Excerpted records:
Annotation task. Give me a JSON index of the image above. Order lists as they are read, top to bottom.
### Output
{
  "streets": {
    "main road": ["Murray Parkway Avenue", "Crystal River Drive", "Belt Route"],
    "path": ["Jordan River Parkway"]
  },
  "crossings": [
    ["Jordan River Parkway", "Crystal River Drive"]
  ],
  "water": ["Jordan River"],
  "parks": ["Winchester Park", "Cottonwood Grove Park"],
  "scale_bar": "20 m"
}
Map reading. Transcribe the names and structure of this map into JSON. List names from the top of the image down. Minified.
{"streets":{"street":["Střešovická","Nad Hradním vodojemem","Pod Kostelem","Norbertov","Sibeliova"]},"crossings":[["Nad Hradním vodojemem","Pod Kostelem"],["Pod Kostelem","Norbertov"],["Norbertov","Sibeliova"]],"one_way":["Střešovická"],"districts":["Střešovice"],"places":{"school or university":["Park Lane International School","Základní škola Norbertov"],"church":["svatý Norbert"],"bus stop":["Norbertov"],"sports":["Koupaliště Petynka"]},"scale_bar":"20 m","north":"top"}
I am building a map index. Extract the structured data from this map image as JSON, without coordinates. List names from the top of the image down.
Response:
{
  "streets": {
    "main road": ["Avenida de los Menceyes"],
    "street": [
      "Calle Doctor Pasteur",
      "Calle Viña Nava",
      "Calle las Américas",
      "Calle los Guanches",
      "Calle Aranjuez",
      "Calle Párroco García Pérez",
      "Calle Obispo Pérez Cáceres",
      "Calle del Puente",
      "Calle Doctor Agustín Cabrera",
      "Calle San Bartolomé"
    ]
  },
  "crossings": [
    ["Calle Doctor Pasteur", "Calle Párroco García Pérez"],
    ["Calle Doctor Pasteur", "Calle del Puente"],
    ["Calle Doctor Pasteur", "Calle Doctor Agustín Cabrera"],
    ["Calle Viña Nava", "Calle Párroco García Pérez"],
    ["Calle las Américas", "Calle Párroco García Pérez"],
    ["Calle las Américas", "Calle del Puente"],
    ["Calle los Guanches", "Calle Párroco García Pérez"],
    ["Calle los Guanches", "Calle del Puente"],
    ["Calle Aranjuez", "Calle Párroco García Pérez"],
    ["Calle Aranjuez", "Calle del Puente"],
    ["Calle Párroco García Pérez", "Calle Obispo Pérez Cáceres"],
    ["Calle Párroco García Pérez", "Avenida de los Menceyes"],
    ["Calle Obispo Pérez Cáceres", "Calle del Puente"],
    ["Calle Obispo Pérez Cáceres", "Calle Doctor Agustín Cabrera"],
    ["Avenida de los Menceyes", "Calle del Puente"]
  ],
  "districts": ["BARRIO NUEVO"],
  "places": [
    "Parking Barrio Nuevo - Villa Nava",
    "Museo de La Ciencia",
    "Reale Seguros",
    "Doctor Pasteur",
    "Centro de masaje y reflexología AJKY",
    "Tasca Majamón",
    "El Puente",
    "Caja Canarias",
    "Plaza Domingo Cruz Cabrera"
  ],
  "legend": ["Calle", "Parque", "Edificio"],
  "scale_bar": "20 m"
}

Goal of the exercise: Extract, from the listing above, every line where the string "road" occurs.

Solution to the problem:
    "main road": ["Murray Parkway Avenue", "Crystal River Drive", "Belt Route"],
    "main road": ["Avenida de los Menceyes"],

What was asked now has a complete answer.